I've read these SO questions and this is not duplicate of them
- https://stackoverflow.com/questions/1306785/best-way-to-statistically-detect-anomalies-in-data
- https://stackoverflow.com/questions/3531374/statistical-calculations
- https://stackoverflow.com/questions/2221984/algorithms-for-spotting-anomalies-spikes-in-traffic-data
I've collected statistical data about people
Data hierarchy is like this:
- Region
- Street
- Building number
- Entrance number
- [Statistical package]
- Street
[Statistical package] contains (in this example)
- floor (stock) number
- UUID (defining flat)
- Religion
- Appearance of toilete
What algorithm or procedure should I use to discover anomalies like:
or What statistical programming framework should I use?
(including what is best underlaying technology - like SQL or Document oriented DB, interpreted or compiled language, and so on)
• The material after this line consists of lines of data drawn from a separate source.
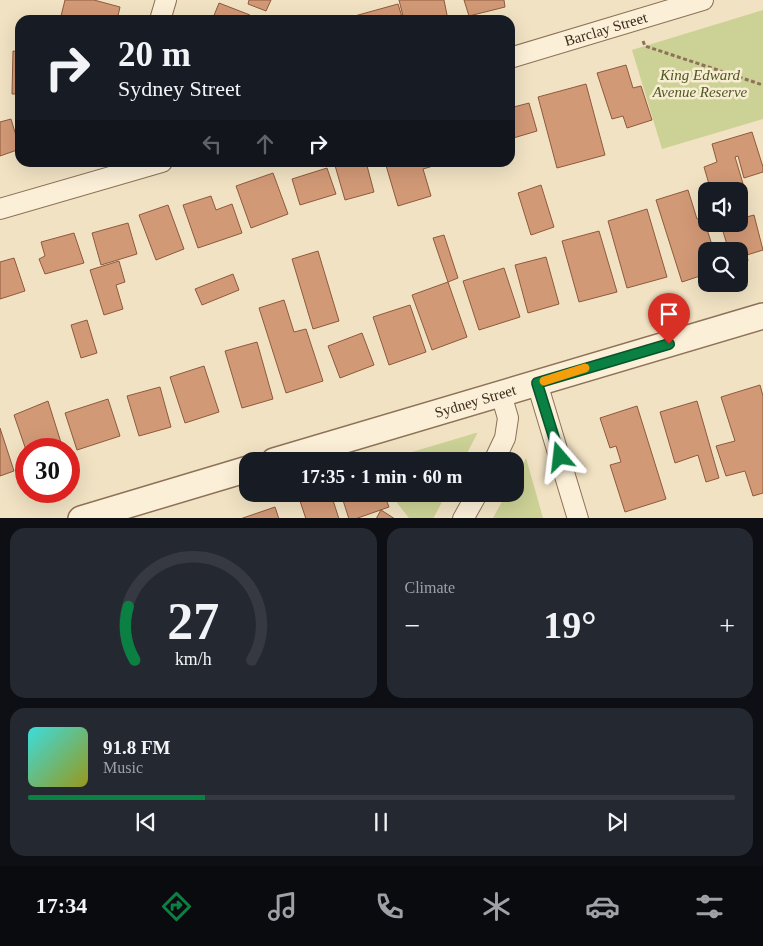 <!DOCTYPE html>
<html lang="en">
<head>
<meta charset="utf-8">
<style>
	:root { --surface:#171b24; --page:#242831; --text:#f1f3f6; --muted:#9ea1a6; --line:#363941; --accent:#0b8043 }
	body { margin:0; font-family:Georgia,serif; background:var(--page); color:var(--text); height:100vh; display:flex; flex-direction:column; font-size:19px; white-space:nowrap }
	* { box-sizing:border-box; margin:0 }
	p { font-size:16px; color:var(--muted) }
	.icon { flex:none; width:28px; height:28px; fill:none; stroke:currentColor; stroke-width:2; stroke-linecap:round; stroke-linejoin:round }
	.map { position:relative; height:518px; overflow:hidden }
	.drawer { display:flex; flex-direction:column; gap:10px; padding:10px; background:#0d0f14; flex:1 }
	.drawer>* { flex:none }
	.hud { position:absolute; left:15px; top:15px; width:500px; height:152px; border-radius:15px; box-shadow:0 5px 20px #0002; background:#171b24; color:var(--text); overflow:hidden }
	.tools { position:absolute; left:698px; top:182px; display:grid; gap:10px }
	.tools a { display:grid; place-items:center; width:50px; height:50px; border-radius:10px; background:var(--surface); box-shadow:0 5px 20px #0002; font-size:25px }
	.speed { position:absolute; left:15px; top:438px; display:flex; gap:10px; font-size:25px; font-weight:700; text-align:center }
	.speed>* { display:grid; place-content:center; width:65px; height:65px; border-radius:50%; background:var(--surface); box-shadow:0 5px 20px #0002; line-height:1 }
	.speed .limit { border:8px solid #d22; background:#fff; color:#111 }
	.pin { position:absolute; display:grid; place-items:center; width:42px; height:42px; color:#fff; margin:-51px -21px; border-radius:50% 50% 50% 0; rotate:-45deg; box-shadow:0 0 5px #0007 }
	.pin .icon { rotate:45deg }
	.me { position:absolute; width:55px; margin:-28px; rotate:343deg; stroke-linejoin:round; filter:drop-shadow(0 0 4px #0008) }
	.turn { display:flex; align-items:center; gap:18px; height:105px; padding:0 20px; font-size:22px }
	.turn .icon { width:65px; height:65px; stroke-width:2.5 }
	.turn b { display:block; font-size:35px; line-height:42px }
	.lanes { display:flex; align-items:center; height:48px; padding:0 20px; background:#0003; justify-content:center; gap:25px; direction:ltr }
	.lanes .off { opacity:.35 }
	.big { font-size:38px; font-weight:700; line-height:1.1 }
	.drawer .widget { flex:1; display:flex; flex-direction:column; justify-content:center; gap:8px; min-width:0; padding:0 18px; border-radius:15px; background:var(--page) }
	.drawer .dial { align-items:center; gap:0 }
	.dial svg { height:130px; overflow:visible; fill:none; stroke:var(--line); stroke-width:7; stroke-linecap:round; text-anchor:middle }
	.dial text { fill:var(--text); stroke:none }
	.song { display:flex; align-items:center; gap:15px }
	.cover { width:60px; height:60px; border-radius:8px; background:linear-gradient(135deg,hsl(180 70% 55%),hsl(60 70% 35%)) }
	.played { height:5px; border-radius:2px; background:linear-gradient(90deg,var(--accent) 25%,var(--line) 25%) }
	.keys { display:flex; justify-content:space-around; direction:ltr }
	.heat { display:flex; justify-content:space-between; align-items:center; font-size:28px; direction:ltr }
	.drawer .tiles { flex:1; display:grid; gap:10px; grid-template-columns:1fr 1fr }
	.widget:last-child { grid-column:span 2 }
	.trip { position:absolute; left:239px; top:452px; width:285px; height:50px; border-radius:15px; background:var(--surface); box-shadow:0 5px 20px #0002; font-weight:700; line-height:50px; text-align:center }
	.tabs { display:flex; height:80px; justify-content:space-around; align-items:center; background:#090b0e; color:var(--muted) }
	.tabs .icon { width:35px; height:35px }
	.tabs .on { color:var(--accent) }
	.tabs b { font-size:22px; color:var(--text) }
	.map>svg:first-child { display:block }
	.green { fill:#ccd196 }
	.building { fill:#d29976; stroke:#8e5a3c }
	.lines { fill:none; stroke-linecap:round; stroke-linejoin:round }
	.minor-casing { stroke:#8d7258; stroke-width:22 }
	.tertiary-casing { stroke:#8d7258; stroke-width:28 }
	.path { stroke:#8d7258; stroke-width:3; stroke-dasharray:4 2.5; stroke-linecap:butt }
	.minor { stroke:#fbefd7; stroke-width:20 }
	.tertiary { stroke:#fbefd7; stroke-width:25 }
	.route-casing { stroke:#07532c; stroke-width:12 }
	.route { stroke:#0b8043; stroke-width:9 }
	.slow { stroke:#f59e0b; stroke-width:9 }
	.labels { text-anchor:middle; stroke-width:5; stroke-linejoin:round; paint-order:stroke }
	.street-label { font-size:15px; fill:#3c2b1d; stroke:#f8ecd3 }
	.park-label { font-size:15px; font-style:italic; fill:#4e5a22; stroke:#f8ecd3 }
</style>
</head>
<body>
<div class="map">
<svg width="763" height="519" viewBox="0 0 763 519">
	<rect width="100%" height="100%" fill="#f1e2c3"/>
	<g class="green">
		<path d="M 763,10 L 763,119 L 662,149 L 632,50 Z"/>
		<path d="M 478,432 L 463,461 L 382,461 L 479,432 Z"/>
		<path d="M 526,458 L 543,518 L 493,518 L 506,494 L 515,494 L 515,478 Z"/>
		<path d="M 390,494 L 446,494 L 433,519 L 409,518 Z"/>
	</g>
	<g class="building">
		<path d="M 65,0 L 94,0 L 120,7 L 117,20 L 60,20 Z"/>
		<path d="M 249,0 L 271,0 L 266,11 L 248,4 Z"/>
		<path d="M 399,0 L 444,0 L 448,20 L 404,20 Z"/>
		<path d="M 464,0 L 504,0 L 505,7 L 469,16 Z"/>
		<path d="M 219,3 L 250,15 L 248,20 L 218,20 L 213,18 Z"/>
		<path d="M 398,4 L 403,20 L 352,20 L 351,17 Z"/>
		<path d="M 13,51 L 20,52 L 20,94 L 12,94 Z"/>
		<path d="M 626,65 L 633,88 L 641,86 L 652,120 L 627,128 L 623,116 L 612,119 L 597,73 Z"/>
		<path d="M 586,84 L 605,155 L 557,168 L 538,97 Z"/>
		<path d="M 529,103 L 537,131 L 510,139 L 510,108 Z"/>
		<path d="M 11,119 L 20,149 L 0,156 L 0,122 Z"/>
		<path d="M 752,132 L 763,167 L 763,172 L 744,178 L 738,156 L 735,157 L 747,197 L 739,199 L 739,191 L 711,191 L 704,167 L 717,162 L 712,144 Z"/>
		<path d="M 334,162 L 366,162 L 374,192 L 345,200 Z"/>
		<path d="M 385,162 L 443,162 L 443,163 L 423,169 L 431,196 L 398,206 Z"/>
		<path d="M 327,168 L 336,194 L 300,205 L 292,179 Z"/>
		<path d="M 273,173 L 288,214 L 251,228 L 236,186 Z"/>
		<path d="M 541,185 L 554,227 L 531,235 L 518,193 Z"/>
		<path d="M 688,190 L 697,219 L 703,217 L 714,251 L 706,251 L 706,274 L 682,282 L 656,200 Z"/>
		<path d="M 211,196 L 216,210 L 232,204 L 242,233 L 198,248 L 183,205 Z"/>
		<path d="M 168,205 L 184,249 L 156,260 L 139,215 Z"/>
		<path d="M 647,209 L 667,277 L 627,288 L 608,221 Z"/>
		<path d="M 754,215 L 763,250 L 747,255 L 748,261 L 739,264 L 739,251 L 729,251 L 721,225 L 739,224 L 739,219 Z"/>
		<path d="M 128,223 L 137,254 L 101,265 L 92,233 Z"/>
		<path d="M 599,231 L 617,292 L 579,302 L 562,241 Z"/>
		<path d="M 74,233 L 84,263 L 45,274 L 39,259 L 45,256 L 41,242 Z"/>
		<path d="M 444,235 L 458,278 L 448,282 L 433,238 Z"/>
		<path d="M 318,251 L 339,321 L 313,329 L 292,259 Z"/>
		<path d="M 546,257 L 559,304 L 528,313 L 515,265 Z"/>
		<path d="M 14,258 L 25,291 L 0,299 L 0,262 Z"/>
		<path d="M 119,261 L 125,282 L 116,285 L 123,309 L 104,315 L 90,270 Z"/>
		<path d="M 504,268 L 520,317 L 479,330 L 463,281 Z"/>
		<path d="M 233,274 L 239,290 L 202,305 L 195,289 Z"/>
		<path d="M 448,282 L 467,337 L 432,350 L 412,295 Z"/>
		<path d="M 284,300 L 294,332 L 306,329 L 323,381 L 286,393 L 259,308 Z"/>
		<path d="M 410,305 L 426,352 L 389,365 L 373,317 Z"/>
		<path d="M 87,320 L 97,353 L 81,358 L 71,325 Z"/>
		<path d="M 362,333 L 374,365 L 340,378 L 328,346 Z"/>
		<path d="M 257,342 L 273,399 L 242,408 L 225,351 Z"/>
		<path d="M 204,366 L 219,412 L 185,423 L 170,377 Z"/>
		<path d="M 760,385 L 763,396 L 763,493 L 753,496 L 745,471 L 726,476 L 716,446 L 735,441 L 721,397 Z"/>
		<path d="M 160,387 L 171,427 L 139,436 L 127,396 Z"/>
		<path d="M 108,399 L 120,436 L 77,450 L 65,413 Z"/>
		<path d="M 48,401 L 63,449 L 26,450 L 14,415 Z"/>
		<path d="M 697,401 L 719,478 L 706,482 L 698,455 L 675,463 L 660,412 Z"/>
		<path d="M 637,406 L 666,499 L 625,512 L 610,465 L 621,462 L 616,446 L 610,448 L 600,418 Z"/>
		<path d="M 0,428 L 14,471 L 0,476 Z"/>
		<path d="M 301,494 L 331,494 L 339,519 L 306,519 L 298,495 Z"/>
		<path d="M 341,494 L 384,494 L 389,507 L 355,519 L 349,519 Z"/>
		<path d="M 275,507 L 279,519 L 240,519 Z"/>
		<path d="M 381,510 L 395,519 L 376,519 Z"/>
	</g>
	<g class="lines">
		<g class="minor-casing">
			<g id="minor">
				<path d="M 160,20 L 166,0"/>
				<path id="s1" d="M 510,58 L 703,0"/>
				<path d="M 0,209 L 162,162"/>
				<path d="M 537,383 L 578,519"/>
				<path d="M 494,461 L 505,438 L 508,418 L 501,394"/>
				<path d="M 463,519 L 477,494"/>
			</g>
		</g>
		<g class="tertiary-casing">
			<g id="tertiary">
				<path id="s2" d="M 274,461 L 763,316"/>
				<path d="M 81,519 L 248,469"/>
			</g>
		</g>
		<path class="path" d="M 643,41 L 645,46 L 763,85"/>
		<use href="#minor" class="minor"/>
		<use href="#tertiary" class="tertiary"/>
	</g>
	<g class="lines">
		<g class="route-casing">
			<path id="route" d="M 560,457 L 537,383 L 669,344"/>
		</g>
		<use href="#route" class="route"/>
		<path class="slow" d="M 544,381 L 585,368"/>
	</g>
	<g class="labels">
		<g class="street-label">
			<text dy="5" stroke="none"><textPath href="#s1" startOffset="100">Barclay Street</textPath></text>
			<text dy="5" stroke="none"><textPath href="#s2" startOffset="210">Sydney Street</textPath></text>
		</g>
		<g class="park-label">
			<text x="700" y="80">King Edward<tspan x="700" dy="17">Avenue Reserve</tspan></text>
		</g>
	</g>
</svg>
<div class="tools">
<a><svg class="icon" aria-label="sound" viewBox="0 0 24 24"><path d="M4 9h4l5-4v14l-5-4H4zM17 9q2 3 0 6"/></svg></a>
<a><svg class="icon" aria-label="search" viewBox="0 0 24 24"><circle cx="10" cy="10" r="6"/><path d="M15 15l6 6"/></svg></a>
</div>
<div class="speed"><div class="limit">30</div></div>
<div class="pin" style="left:669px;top:344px;background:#d93025"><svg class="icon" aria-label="arrive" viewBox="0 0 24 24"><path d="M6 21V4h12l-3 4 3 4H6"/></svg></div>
<svg class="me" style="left:560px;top:457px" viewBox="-20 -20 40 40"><path d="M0-17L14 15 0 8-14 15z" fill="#0b8043" stroke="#fff" stroke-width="4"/></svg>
<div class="trip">17:35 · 1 min · 60 m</div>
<div class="hud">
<div class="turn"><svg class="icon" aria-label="right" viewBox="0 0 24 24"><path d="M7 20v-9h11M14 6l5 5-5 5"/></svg><div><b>20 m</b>Sydney Street</div></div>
<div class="lanes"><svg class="icon off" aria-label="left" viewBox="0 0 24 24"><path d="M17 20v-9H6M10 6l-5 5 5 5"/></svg><svg class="icon off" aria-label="ahead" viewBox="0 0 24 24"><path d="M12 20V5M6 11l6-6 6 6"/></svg><svg class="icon" aria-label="right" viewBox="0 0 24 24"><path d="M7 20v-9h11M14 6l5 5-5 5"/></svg></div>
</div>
</div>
<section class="drawer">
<div class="tiles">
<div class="widget dial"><svg viewBox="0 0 100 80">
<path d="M14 69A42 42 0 1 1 86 69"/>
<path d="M14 69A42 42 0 0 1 10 36" stroke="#0b8043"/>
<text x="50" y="56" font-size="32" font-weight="700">27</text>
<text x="50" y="72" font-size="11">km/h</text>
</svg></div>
<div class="widget"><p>Climate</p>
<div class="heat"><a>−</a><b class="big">19°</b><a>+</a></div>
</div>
<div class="widget">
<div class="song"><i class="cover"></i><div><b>91.8 FM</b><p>Music</p></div></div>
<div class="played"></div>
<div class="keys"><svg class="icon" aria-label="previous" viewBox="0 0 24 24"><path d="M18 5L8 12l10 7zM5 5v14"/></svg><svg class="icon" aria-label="pause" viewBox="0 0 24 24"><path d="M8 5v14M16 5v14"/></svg><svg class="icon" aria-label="next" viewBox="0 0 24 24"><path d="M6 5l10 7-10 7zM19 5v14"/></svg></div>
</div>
</div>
</section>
<nav class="tabs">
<b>17:34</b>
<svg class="icon on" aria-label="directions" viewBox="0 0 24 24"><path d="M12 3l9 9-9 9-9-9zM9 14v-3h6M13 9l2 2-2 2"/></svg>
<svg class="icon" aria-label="music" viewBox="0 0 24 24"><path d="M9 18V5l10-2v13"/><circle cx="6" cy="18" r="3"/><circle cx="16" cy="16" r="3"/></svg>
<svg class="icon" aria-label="phone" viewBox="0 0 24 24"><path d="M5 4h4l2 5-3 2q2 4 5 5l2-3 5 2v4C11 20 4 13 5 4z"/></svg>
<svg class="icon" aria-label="climate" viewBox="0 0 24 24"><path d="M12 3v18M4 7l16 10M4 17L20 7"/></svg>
<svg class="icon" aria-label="car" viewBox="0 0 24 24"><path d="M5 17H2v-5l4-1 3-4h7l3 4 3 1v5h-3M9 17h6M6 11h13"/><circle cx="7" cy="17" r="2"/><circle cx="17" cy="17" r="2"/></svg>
<svg class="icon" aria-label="filters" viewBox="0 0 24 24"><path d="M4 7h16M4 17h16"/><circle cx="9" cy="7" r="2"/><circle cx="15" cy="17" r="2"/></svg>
</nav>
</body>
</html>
1-a :: Only one floor (of every floors in building) has no toilets
1-b :: One flat (UUID) has no toilet although all other flats in entrance/building has at least on
2-a :: There is one flat claiming Religion X although whole Region has Religions Y and Z
2-b :: There is one building claiming Religion X although whole Region has Religions Y and Z
But this is only example on limited number of Statistical package attributes, I should find many types of anomalies on around 15 attributes in every Statistical package
Note: this question is not about how should I find anomalies for provided examples, those examples are just illustrative, I'm looking for common solution/algorithm
Thanks beforehand for any response